● TASK OBJECTIVE
How many lines in the records below contain the word "turn"? Answer with the number and nothing else.

[Saved data entries]

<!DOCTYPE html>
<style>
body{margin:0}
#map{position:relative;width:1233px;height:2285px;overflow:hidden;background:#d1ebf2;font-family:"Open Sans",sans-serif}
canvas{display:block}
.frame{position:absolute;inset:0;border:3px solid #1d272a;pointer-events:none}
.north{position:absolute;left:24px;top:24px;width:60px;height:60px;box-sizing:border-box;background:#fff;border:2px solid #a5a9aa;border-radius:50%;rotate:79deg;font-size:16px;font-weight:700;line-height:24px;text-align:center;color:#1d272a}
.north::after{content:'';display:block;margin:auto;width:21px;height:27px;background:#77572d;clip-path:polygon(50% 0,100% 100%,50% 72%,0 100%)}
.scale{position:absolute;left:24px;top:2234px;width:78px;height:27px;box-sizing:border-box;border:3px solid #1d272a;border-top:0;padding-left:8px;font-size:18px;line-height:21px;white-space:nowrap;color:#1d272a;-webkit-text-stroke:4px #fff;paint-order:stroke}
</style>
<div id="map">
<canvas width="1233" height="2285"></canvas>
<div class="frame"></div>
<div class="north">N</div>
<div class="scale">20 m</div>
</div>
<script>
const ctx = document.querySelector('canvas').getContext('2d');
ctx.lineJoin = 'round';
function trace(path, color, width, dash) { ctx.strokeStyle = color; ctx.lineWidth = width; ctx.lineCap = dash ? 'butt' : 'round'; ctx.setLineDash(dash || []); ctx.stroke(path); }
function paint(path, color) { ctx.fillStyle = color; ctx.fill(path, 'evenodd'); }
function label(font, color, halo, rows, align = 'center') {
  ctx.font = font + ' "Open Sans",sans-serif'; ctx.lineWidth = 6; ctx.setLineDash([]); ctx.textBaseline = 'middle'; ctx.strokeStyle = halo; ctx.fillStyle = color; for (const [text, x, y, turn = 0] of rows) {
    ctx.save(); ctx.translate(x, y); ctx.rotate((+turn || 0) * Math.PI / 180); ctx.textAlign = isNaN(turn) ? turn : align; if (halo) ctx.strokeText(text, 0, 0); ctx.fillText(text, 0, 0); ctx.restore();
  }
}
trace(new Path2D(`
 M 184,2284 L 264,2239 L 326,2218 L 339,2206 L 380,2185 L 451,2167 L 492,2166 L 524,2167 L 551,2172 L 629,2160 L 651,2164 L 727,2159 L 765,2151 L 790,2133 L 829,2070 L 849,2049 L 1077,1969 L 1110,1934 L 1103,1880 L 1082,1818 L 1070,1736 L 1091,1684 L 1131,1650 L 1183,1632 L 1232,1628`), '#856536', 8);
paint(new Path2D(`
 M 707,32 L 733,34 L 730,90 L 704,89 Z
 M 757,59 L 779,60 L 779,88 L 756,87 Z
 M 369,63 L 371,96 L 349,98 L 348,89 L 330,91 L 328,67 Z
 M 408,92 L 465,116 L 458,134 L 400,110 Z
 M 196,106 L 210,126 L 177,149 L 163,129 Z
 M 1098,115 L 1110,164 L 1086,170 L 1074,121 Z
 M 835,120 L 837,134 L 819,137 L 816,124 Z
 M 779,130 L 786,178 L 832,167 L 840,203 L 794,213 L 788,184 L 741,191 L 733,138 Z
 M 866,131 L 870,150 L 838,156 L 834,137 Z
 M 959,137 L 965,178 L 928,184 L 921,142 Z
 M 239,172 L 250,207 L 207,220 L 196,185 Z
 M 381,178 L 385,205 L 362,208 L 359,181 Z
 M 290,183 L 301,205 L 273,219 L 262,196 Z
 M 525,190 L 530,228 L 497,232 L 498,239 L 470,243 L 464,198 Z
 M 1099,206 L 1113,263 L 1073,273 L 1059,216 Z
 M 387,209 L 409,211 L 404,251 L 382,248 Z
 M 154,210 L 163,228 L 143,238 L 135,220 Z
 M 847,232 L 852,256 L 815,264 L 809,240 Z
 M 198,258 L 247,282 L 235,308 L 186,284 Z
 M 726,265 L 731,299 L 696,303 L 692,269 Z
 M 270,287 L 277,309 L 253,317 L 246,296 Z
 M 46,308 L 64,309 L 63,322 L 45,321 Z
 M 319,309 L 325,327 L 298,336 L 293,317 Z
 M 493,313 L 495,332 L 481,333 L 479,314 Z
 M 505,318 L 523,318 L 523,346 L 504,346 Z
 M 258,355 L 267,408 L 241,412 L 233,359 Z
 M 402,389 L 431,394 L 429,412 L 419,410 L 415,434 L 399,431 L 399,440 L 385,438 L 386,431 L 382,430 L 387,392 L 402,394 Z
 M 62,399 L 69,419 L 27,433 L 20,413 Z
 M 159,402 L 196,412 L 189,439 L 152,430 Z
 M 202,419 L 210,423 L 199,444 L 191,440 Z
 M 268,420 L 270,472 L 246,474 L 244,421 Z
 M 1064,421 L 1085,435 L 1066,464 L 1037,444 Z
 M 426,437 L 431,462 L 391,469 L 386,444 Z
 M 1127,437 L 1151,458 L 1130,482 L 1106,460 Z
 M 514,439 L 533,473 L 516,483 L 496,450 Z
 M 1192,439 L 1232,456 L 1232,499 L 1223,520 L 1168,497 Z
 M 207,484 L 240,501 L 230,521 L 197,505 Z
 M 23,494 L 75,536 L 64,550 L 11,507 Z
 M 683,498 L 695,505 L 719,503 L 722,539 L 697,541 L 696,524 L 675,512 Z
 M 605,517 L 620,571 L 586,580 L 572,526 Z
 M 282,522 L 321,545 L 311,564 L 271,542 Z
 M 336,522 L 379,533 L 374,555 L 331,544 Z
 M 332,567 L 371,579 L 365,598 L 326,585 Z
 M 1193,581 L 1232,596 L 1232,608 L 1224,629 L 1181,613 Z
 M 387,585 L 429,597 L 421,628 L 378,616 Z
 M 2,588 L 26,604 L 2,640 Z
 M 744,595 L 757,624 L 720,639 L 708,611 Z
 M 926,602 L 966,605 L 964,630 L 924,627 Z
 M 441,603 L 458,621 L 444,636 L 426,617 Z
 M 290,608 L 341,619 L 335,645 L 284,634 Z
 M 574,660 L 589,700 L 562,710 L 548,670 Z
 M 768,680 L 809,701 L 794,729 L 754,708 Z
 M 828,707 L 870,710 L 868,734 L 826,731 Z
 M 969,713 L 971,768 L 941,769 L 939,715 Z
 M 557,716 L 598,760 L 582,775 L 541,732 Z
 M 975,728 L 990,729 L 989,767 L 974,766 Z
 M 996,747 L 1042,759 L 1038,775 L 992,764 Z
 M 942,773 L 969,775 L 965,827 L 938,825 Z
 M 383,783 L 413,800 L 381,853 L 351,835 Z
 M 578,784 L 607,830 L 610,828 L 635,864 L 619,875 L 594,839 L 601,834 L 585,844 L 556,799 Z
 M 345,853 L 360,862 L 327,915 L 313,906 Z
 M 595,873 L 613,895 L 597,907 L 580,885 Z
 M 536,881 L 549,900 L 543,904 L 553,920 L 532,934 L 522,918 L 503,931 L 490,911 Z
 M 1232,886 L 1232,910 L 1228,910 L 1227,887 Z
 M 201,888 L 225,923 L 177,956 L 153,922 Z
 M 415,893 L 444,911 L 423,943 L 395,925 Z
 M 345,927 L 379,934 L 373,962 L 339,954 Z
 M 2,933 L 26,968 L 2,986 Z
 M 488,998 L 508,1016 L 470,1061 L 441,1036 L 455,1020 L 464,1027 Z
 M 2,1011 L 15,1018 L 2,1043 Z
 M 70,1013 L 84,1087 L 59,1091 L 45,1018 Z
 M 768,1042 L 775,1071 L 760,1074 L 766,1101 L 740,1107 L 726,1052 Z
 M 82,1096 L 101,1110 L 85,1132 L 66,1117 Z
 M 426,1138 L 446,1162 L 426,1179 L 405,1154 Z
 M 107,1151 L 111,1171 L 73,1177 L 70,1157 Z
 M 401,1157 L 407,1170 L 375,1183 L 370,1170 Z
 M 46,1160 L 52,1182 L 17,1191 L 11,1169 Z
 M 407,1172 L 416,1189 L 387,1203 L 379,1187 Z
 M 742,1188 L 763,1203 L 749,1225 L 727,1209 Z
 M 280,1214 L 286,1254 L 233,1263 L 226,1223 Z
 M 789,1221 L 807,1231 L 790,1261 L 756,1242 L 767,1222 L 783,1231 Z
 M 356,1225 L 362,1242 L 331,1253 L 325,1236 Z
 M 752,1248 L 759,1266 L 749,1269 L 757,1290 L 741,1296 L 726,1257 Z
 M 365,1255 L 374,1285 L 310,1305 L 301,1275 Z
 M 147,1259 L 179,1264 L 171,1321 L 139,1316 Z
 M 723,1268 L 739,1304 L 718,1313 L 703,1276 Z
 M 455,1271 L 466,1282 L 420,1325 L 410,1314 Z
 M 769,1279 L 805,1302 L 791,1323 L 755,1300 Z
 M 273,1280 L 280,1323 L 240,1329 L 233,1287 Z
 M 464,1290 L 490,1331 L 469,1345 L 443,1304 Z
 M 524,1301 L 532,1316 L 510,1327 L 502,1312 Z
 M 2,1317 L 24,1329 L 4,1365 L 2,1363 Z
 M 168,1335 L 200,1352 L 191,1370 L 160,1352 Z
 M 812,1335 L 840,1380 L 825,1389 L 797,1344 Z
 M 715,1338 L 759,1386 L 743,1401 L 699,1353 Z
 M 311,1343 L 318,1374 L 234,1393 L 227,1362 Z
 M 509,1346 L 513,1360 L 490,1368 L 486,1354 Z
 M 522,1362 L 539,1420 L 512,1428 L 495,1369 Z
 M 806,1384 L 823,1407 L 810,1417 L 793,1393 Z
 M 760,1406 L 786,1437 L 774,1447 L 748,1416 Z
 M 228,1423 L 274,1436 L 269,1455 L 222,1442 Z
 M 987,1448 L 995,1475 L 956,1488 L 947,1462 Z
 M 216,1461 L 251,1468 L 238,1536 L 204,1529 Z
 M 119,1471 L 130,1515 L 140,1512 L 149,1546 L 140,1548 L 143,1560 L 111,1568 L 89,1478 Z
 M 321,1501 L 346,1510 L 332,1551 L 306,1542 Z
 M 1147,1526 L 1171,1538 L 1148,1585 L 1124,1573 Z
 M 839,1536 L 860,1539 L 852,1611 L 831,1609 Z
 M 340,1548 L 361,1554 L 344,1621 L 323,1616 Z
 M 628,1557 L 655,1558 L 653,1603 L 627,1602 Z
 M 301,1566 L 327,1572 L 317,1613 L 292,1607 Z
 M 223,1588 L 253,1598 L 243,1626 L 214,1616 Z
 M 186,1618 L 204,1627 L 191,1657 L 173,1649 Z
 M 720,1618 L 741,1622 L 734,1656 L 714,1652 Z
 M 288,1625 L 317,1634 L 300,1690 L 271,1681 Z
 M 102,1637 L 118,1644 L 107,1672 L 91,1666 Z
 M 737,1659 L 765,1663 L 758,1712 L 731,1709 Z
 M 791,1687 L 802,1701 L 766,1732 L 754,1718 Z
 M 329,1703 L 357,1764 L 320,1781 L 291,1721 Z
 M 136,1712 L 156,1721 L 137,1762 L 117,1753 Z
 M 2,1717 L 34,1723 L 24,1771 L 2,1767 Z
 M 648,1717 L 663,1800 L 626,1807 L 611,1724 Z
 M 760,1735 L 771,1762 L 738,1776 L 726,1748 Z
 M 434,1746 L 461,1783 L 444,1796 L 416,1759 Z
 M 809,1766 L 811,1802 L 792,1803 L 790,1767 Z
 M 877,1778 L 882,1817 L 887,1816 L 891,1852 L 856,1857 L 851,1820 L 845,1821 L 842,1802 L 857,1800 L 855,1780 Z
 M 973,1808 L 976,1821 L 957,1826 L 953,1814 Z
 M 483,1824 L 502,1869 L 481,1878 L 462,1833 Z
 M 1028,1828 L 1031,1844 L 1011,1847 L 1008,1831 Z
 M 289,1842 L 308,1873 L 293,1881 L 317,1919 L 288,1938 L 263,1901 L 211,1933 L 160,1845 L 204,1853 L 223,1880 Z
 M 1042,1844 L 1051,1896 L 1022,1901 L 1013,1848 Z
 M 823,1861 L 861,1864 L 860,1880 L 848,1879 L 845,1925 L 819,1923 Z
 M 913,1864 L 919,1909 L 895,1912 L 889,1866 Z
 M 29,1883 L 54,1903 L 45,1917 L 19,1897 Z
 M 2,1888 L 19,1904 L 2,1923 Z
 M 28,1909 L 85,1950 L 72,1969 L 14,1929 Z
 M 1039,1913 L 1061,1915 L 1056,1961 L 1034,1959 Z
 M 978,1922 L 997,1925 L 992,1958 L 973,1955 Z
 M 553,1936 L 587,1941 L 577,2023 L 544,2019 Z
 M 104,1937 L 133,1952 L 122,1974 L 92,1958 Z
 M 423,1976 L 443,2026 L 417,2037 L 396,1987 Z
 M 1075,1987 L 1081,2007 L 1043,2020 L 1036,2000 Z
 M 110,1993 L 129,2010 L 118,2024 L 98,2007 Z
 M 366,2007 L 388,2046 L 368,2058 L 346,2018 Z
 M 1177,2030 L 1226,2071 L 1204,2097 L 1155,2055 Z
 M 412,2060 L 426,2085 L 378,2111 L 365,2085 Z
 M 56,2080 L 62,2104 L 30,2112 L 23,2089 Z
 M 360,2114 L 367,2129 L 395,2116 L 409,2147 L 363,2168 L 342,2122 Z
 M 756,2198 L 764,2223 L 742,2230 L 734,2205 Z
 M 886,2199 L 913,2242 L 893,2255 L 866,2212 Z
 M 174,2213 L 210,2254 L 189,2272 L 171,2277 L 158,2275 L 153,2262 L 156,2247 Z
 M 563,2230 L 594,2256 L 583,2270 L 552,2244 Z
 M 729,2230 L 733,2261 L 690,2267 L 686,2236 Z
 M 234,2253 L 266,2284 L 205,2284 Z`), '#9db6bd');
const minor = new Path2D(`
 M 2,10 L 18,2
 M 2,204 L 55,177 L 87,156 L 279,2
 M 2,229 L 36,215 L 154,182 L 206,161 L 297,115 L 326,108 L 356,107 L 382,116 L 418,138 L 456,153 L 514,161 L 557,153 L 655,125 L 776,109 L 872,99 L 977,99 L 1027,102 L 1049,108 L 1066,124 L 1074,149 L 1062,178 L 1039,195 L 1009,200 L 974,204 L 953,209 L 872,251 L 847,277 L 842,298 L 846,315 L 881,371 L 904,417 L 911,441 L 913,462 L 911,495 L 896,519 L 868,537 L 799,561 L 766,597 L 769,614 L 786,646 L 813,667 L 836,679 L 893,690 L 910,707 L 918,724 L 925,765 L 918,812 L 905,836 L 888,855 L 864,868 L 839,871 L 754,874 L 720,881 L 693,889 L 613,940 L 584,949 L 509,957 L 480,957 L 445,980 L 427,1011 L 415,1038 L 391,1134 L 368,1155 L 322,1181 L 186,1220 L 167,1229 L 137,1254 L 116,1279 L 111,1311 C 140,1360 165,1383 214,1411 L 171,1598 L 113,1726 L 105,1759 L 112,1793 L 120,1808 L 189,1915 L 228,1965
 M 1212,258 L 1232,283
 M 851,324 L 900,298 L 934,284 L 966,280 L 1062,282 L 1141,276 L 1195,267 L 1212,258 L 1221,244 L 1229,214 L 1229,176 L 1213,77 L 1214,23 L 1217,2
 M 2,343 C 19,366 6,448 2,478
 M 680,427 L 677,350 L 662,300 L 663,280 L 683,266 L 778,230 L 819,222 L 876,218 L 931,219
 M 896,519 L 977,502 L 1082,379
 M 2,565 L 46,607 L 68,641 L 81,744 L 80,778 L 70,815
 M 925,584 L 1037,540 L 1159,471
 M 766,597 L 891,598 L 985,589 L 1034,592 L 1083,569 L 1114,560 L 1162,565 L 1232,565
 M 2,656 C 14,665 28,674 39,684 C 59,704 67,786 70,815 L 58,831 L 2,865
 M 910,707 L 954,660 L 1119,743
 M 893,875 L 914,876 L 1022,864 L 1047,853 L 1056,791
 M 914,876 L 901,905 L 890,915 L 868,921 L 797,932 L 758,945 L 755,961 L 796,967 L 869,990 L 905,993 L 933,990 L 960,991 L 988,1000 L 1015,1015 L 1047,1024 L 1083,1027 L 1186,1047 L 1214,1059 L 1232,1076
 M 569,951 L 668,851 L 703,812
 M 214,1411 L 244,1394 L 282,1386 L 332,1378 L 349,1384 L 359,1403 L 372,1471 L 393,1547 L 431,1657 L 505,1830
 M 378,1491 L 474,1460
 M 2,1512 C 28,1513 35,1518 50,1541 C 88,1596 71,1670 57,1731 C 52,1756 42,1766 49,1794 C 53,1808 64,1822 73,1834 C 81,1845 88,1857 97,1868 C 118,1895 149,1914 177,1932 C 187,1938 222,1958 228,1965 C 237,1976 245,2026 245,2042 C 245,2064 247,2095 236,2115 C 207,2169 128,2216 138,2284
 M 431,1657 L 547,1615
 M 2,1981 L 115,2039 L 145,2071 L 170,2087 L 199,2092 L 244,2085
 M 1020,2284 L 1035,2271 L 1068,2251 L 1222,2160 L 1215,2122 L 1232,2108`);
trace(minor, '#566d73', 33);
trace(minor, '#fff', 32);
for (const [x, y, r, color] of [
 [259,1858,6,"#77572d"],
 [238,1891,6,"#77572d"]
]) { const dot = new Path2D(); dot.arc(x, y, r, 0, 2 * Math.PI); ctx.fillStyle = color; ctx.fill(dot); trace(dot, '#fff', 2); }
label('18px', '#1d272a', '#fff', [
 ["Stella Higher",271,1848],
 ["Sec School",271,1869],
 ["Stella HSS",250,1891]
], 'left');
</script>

● TASK SOLUTION
2